**Task instructions**
With pictures left out, retype the lines from the start of the records through the one that contains "Task: Parse the".

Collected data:
#####

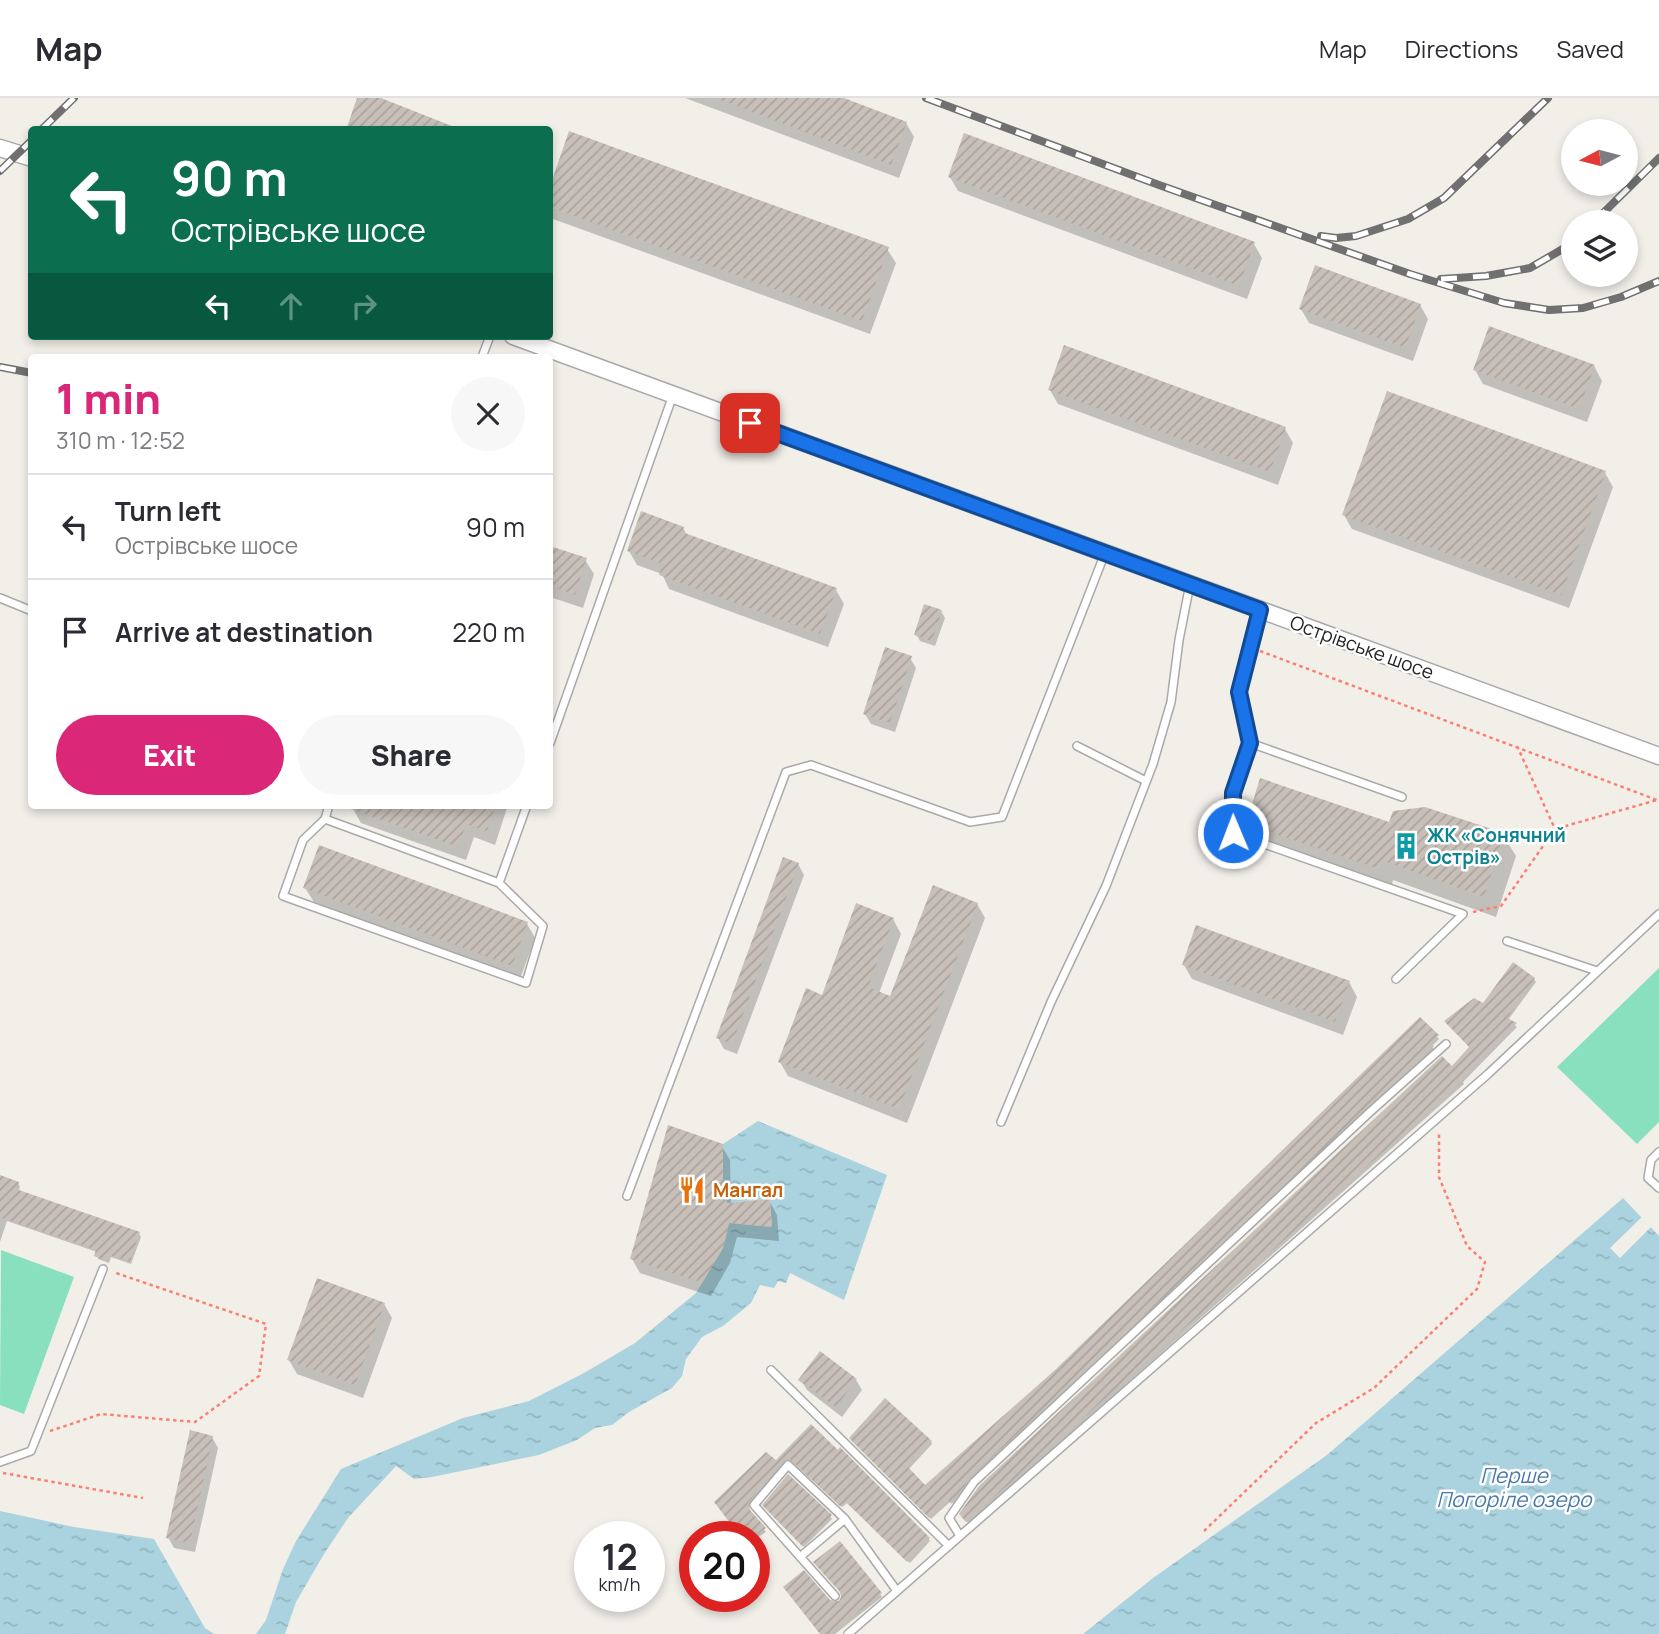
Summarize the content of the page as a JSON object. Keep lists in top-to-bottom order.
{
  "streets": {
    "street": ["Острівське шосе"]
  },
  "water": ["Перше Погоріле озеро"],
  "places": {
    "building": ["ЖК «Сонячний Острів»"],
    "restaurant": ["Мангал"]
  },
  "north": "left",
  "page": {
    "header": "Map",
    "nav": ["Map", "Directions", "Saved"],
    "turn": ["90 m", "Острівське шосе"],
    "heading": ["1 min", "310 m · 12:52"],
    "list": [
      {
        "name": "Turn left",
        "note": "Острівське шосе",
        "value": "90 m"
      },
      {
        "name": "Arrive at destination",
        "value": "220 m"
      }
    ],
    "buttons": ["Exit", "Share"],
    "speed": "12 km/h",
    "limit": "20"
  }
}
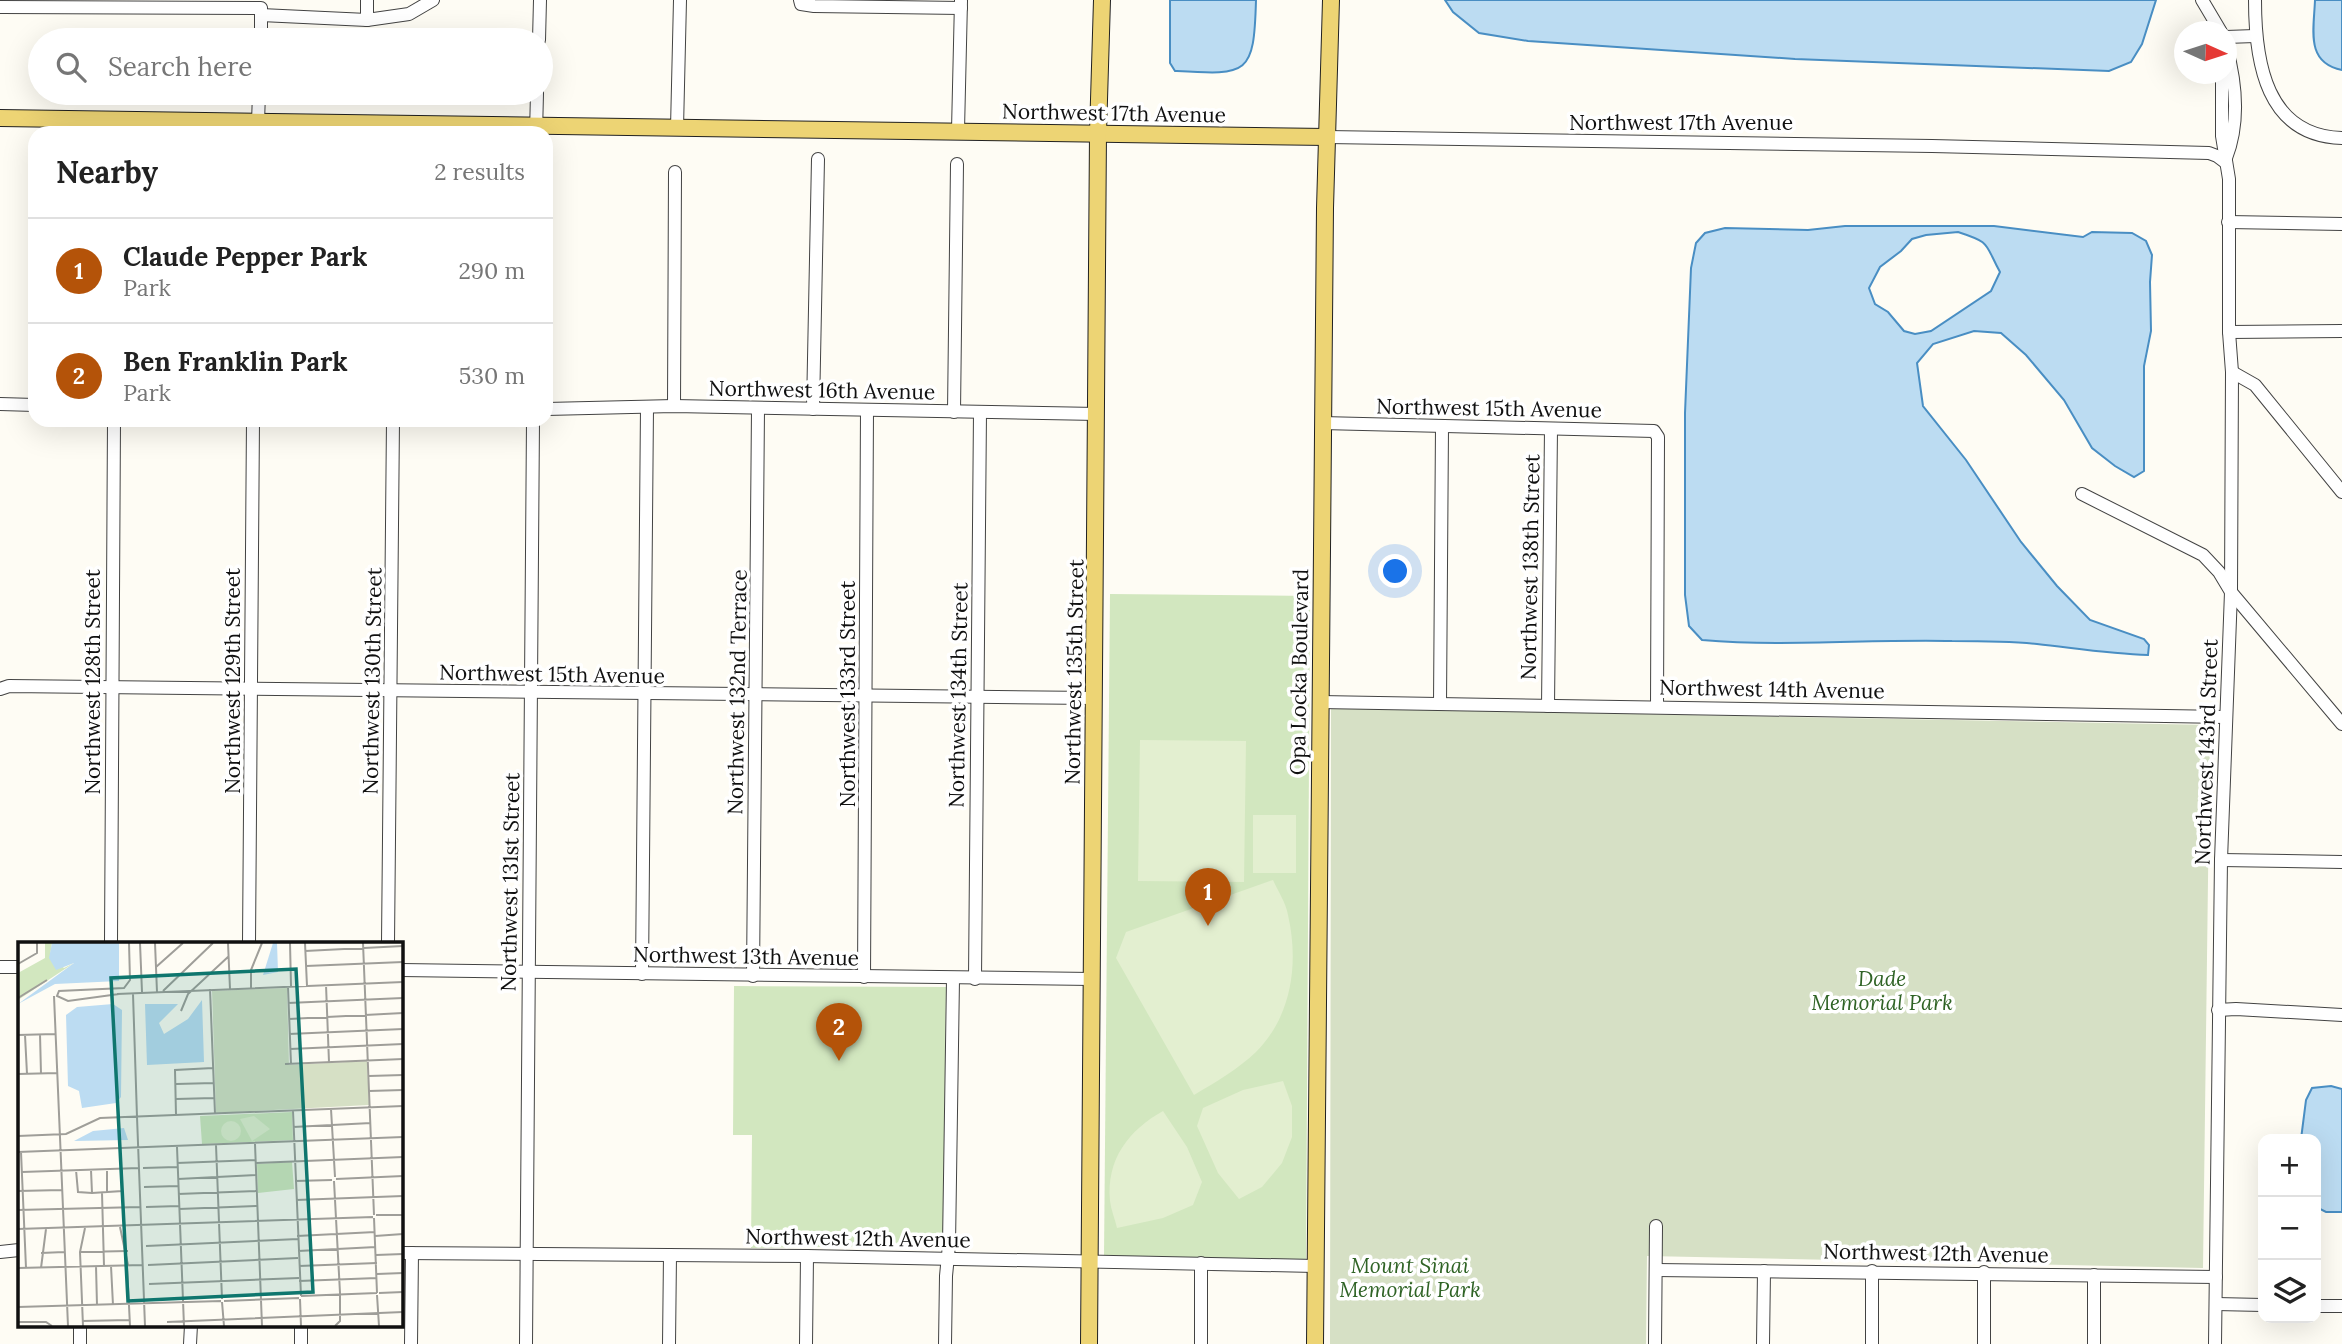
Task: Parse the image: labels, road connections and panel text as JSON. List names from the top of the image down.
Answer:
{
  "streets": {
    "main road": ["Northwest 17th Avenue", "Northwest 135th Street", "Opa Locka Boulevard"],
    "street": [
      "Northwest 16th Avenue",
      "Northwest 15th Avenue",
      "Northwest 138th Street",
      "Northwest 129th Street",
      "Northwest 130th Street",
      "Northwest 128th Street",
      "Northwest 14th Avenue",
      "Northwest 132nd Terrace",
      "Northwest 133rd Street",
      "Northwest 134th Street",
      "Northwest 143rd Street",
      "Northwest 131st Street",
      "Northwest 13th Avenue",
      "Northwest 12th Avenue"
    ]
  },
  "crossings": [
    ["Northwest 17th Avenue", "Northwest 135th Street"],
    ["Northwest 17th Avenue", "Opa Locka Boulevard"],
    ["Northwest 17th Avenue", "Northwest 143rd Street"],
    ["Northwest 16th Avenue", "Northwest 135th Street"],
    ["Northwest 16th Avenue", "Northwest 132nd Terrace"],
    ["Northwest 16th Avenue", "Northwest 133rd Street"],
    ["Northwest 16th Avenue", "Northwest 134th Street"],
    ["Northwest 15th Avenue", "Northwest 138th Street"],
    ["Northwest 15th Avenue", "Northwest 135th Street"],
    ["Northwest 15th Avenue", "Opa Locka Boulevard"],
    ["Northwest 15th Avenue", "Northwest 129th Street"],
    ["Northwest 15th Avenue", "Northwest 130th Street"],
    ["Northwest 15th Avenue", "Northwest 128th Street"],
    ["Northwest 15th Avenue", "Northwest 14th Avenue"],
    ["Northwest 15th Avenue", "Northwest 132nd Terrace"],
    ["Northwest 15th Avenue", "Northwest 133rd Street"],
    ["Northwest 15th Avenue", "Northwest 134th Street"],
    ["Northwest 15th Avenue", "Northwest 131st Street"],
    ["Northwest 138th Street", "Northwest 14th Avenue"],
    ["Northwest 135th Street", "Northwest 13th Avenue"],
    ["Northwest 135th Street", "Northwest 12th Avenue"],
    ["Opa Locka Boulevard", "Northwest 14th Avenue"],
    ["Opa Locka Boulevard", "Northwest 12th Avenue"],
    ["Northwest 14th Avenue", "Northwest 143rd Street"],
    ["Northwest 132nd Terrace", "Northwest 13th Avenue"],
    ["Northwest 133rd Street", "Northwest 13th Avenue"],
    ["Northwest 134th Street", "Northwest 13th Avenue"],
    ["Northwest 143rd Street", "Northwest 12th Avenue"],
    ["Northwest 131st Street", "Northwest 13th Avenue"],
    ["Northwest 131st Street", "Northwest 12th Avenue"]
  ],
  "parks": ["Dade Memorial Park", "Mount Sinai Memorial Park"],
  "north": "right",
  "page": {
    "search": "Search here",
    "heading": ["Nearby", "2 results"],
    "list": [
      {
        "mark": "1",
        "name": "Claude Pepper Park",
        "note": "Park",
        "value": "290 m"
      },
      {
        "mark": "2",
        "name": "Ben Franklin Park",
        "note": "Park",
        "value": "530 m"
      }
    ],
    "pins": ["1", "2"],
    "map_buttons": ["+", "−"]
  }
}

#####

**Solved exercise**
Summarize the content of the page as a JSON object. Keep lists in top-to-bottom order.
{
  "streets": {
    "street": ["Острівське шосе"]
  },
  "water": ["Перше Погоріле озеро"],
  "places": {
    "building": ["ЖК «Сонячний Острів»"],
    "restaurant": ["Мангал"]
  },
  "north": "left",
  "page": {
    "header": "Map",
    "nav": ["Map", "Directions", "Saved"],
    "turn": ["90 m", "Острівське шосе"],
    "heading": ["1 min", "310 m · 12:52"],
    "list": [
      {
        "name": "Turn left",
        "note": "Острівське шосе",
        "value": "90 m"
      },
      {
        "name": "Arrive at destination",
        "value": "220 m"
      }
    ],
    "buttons": ["Exit", "Share"],
    "speed": "12 km/h",
    "limit": "20"
  }
}
Task: Parse the image: labels, road connections and panel text as JSON. List names from the top of the image down.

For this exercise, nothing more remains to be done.